Secondly, the amount of calcium intake should be considered. BMD depends mainly on the amount of total body calcium. Therefore, an increase in calcium intake alone can enhance bone mineralization and effectively suppress the secretion of iPTH (5, 13). It is plausible that the difference in BMD and iPTH between the breast-fed and the formula-fed group might result from a large amount of calcium intake in formula-fed infants, independent of vitamin D. In addition, 1,25(OH)2D could mobilize calcium by increasing bone resorption of osteoclasts if the calcium intake is very low (1, 5). The unexpected result of iPTH in supplemented group at 12 months might also be caused by a relative excess of vitamin D to low Ca, P intake in breast-fed infants (29). Therefore, a clinical trial of co-supplementation of vitamin D with calcium would be considered to elucidate this possibility.
Lastly, the other nutrients such as iron (10 mg/mL) and fluoride (0.25 mg/mL) contained in our multivitamin preparation for vitamin D source should be elucidated, because those nutrients could influence vitamin D status and bone mineralization. Currently there is no commercially available preparation of vitamin D alone. A preparation of vitamin D alone needs to be developed and used in future study to exclude this problem.

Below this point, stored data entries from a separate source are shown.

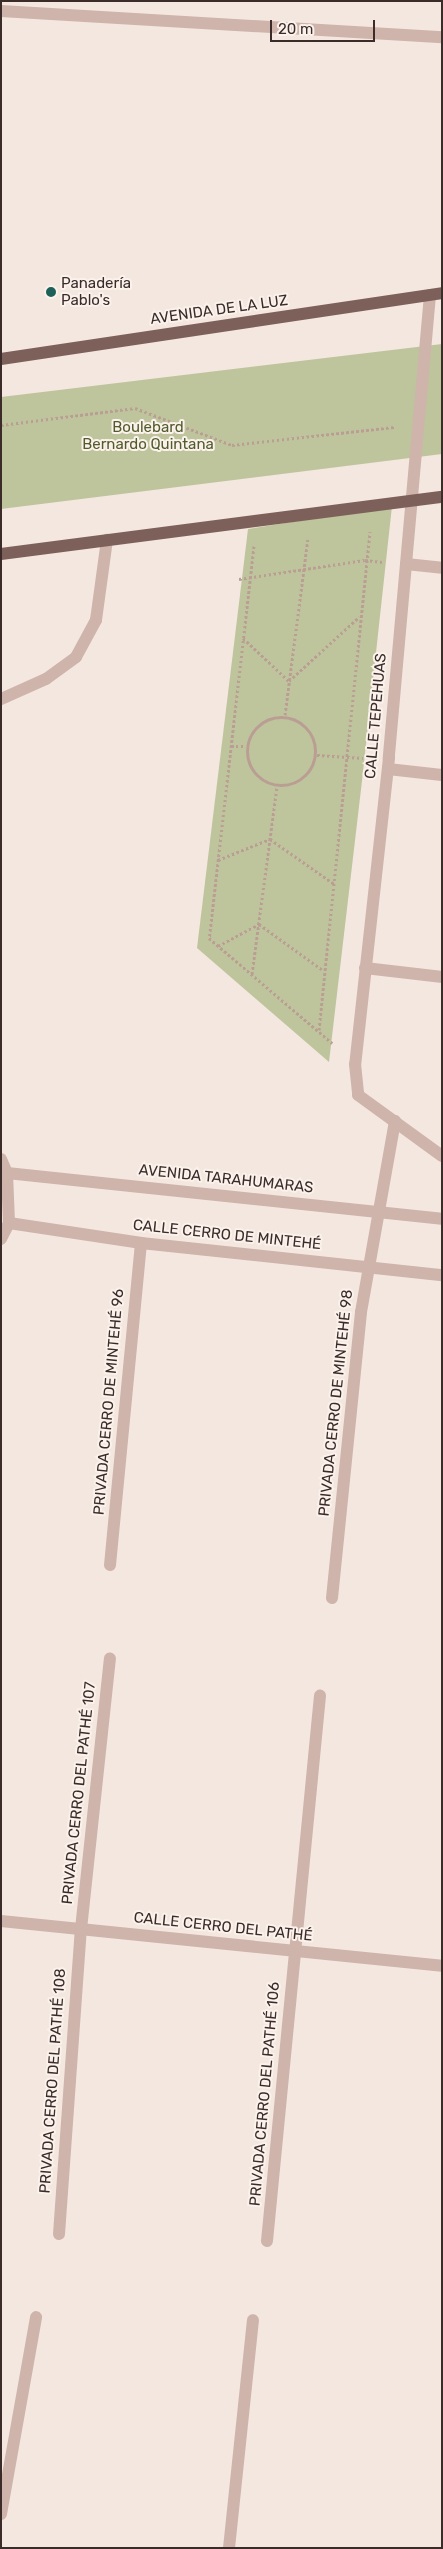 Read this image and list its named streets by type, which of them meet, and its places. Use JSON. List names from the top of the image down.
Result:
{
  "streets": {
    "main road": ["AVENIDA DE LA LUZ"],
    "street": [
      "CALLE TEPEHUAS",
      "AVENIDA TARAHUMARAS",
      "CALLE CERRO DE MINTEHÉ",
      "PRIVADA CERRO DE MINTEHÉ 96",
      "PRIVADA CERRO DE MINTEHÉ 98",
      "PRIVADA CERRO DEL PATHÉ 107",
      "CALLE CERRO DEL PATHÉ",
      "PRIVADA CERRO DEL PATHÉ 108",
      "PRIVADA CERRO DEL PATHÉ 106"
    ]
  },
  "crossings": [
    ["AVENIDA DE LA LUZ", "CALLE TEPEHUAS"],
    ["AVENIDA TARAHUMARAS", "PRIVADA CERRO DE MINTEHÉ 98"],
    ["CALLE CERRO DE MINTEHÉ", "PRIVADA CERRO DE MINTEHÉ 96"],
    ["CALLE CERRO DE MINTEHÉ", "PRIVADA CERRO DE MINTEHÉ 98"],
    ["PRIVADA CERRO DEL PATHÉ 107", "CALLE CERRO DEL PATHÉ"],
    ["PRIVADA CERRO DEL PATHÉ 107", "PRIVADA CERRO DEL PATHÉ 108"],
    ["CALLE CERRO DEL PATHÉ", "PRIVADA CERRO DEL PATHÉ 108"],
    ["CALLE CERRO DEL PATHÉ", "PRIVADA CERRO DEL PATHÉ 106"]
  ],
  "parks": ["Boulebard Bernardo Quintana"],
  "places": ["Panadería Pablo's"],
  "scale_bar": "20 m"
} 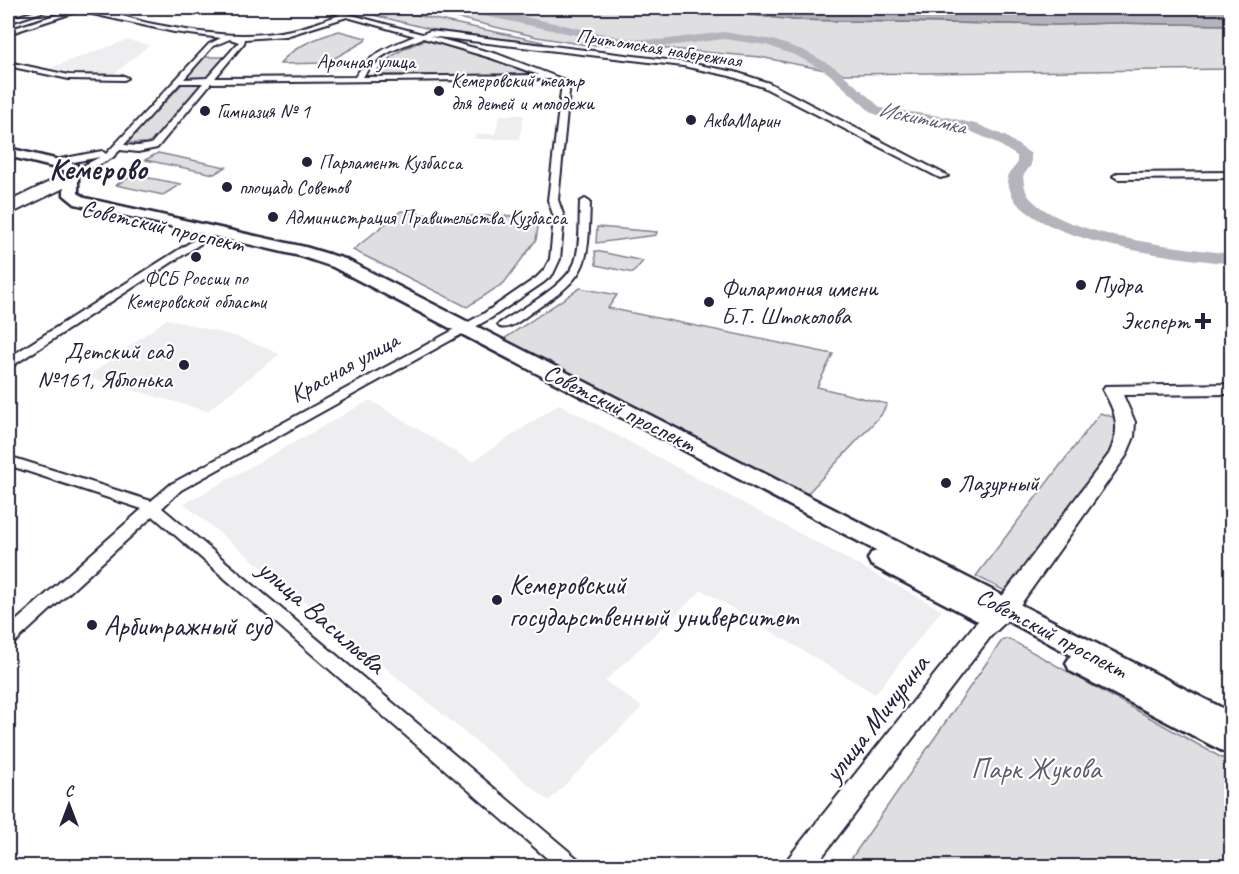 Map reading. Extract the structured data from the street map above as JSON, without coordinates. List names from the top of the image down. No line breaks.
{"streets":{"main road":["Советский проспект","улица Мичурина"],"street":["Притомская набережная","Арочная улица","Красная улица","улица Васильева"]},"crossings":[["Притомская набережная","Арочная улица"],["Притомская набережная","Красная улица"],["Арочная улица","Красная улица"],["Советский проспект","Красная улица"],["Советский проспект","улица Мичурина"],["Красная улица","улица Васильева"]],"districts":["Кемерово"],"water":["Искитимка"],"parks":["Парк Жукова"],"places":{"other":["Кемеровский театр для детей и молодежи","Гимназия № 1","АкваМарин","Парламент Кузбасса","площадь Советов","Администрация Правительства Кузбасса","ФСБ России по Кемеровской области","Пудра","Филармония имени Б.Т. Штоколова","Детский сад №161, Яблонька","Лазурный","Кемеровский государственный университет","Арбитражный суд"],"health":["Эксперт"]},"north":"top"} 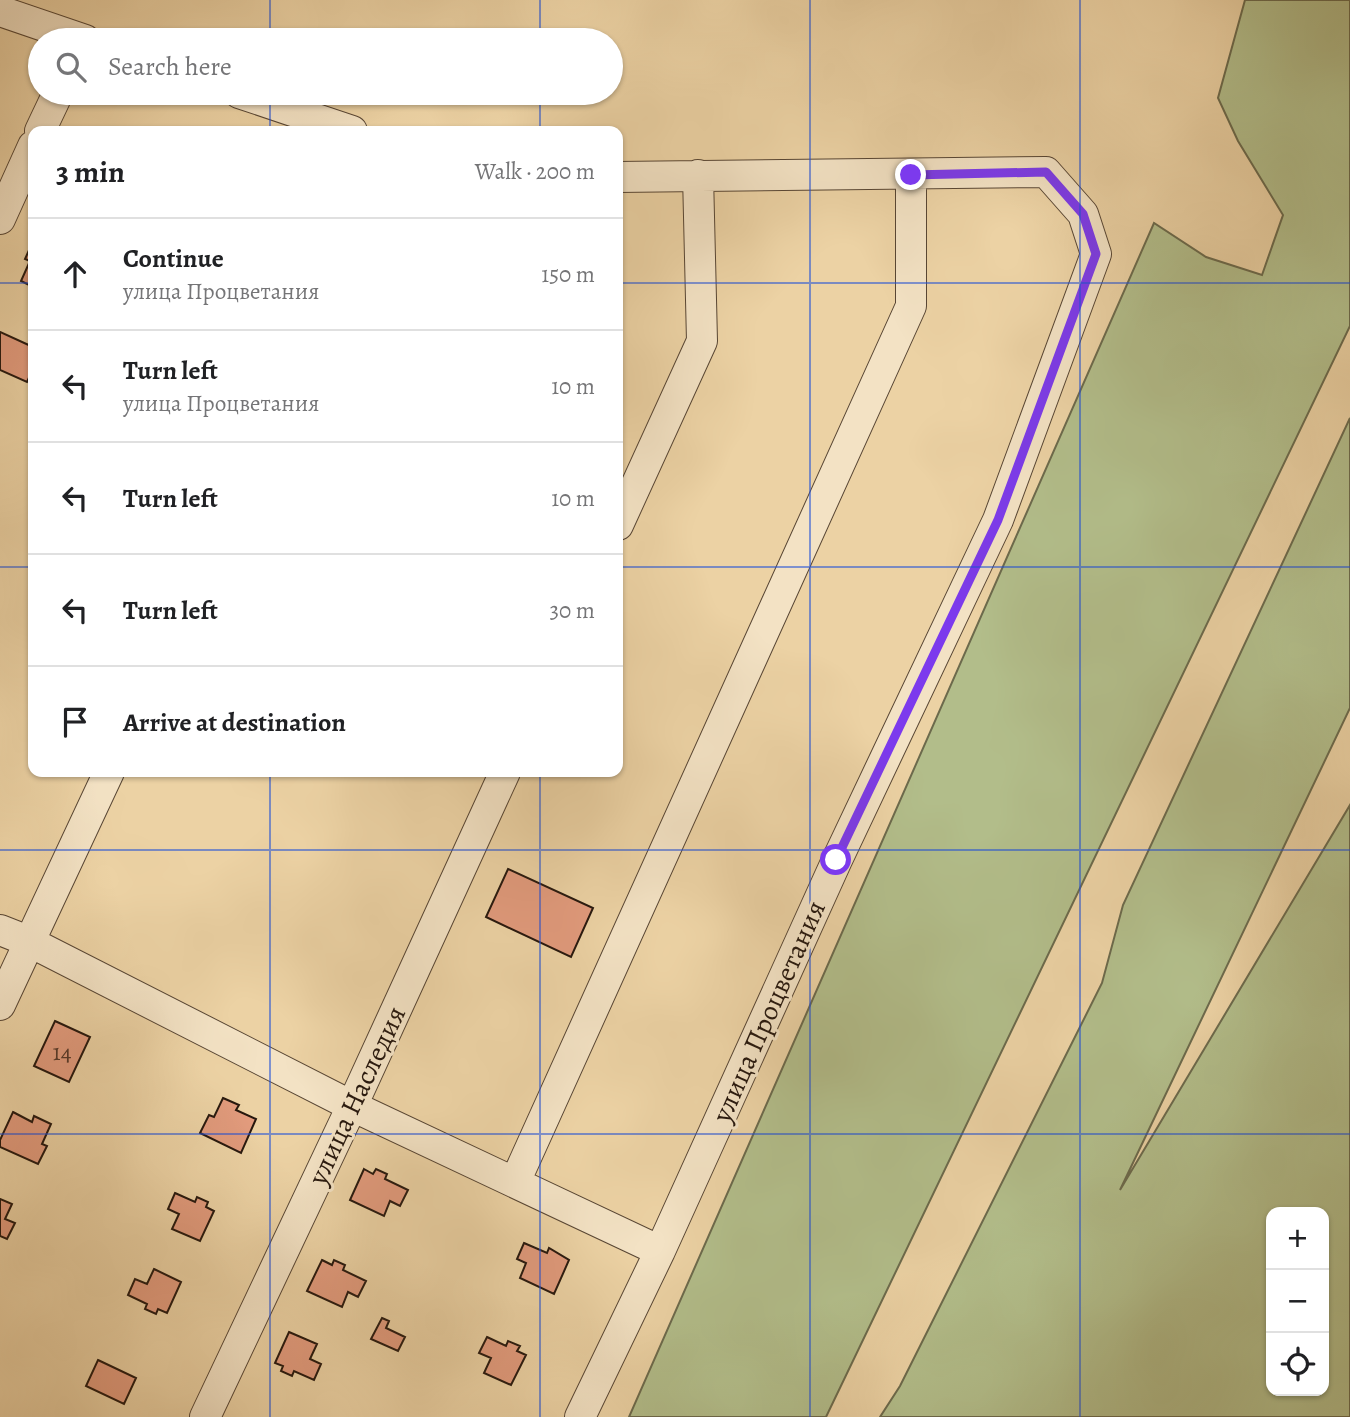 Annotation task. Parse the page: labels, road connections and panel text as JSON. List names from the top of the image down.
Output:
{
  "streets": {
    "street": ["улица Процветания", "улица Наследия"]
  },
  "house_numbers": ["14"],
  "page": {
    "search": "Search here",
    "heading": ["3 min", "Walk · 200 m"],
    "list": [
      ["Continue", "улица Процветания", "150 m"],
      ["Turn left", "улица Процветания", "10 m"],
      ["Turn left", "10 m"],
      ["Turn left", "30 m"],
      "Arrive at destination"
    ],
    "map_buttons": ["+", "−"]
  }
}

In conclusion, vitamin D deficiency or insufficiency was relatively common in Korean infants. Especially, breast-fed infants showed lower vitamin D status and bone mineralization than formula-fed infants. Vitamin D supplementation (200 IU/day) in breast-fed infants increased serum 25-OH vitamin D3, but did not increase bone mineral density.
Footnotes
This work was supported by the Korea Research Foundation Grant funded by the Korean Government (MOEHRD) (R04-2004-000-10205-0).